10 Best Practices for Managing a Converged Network

Updated: August 20, 2012

Issue

 

The power of a converged network — a single IP network that simultaneously handles data, voice, video and perhaps even optical traffic — is indisputable. Convergence of communications technologies is letting businesses respond to opportunities in the marketplace in real time and with greater flexibility. Because a converged network combines systems on a single infrastructure — such as telephony layered on the IP network — it reduces a variety of costs. For example, IBM reports that advanced audio conferencing in a converged network can save as much as 35 percent over the cost of traditional approaches.

Transforming your enterprise into a seamlessly converged network won't happen overnight, but your business will quickly reap the benefits from myriad applications based on a converged network, including multimedia email, instant messaging, Web and videoconferencing, and unified collaboration. A converged network also enables policy-based routing of phone calls to wired, IP and mobile phones around an enterprise, as well as Web portal-based management of personal call features and policies. Ultimately, these solutions aim to make users more productive and more responsive to your customers' needs.

According to most IT industry analysts, running converged applications like VoIP is no longer a question of "if" but of "when." If that "when" is now for your organization, following these 10 best practices for configuring, managing and maintaining a converged network will help you stay on budget — and avoid one of those notorious VoIP flameouts.

 

Strategies


1. Clearly define — and refine — your organization's goals. A converged network and its applications, particularly VoIP, will simplify the enterprise infrastructure. More importantly, it can improve customer service, almost eliminate long-distance phone charges and help the organization become more efficient — but only if the organization's business goals are clearly identified and understood by the IT staff. It's important to regularly check in with the business people to make sure the design of the converged network continues to meet their requirements.

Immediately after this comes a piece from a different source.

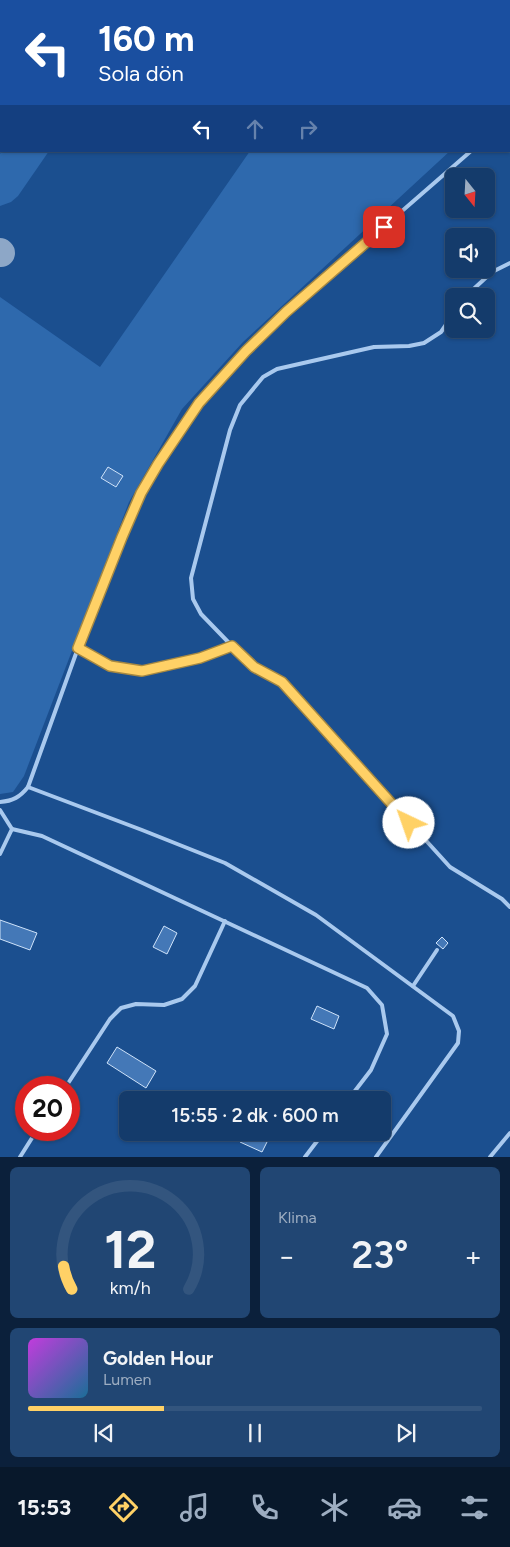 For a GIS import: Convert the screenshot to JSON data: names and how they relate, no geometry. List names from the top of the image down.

2. Test the network with assessment tools. Before you start rolling out a converged application like VoIP, you need to know that the network can support it. You also need to be sure that no applications are running behind the scenes that may interfere with the voice traffic.

"When an organization moves to a converged network, at that stage, we see the network as the foundation for so many critical business functions. It's important for an IT manager to know what's really running on a network," said Jayanth Angl, a research analyst with Info-Tech Research Group in London, Ontario, Canada.

Start with an end-to-end baseline assessment of the entire network that will handle voice and data traffic, LAN and WAN, including existing bandwidth, latency, jitter and utilization. Review the network's switch and router environment, including availability of QoS (Quality of Service) features, the existing and planned network topology and additional network-segmentation requirements. Also, perform load testing to see if the current infrastructure can handle the expected amounts of data and voice traffic at the same time.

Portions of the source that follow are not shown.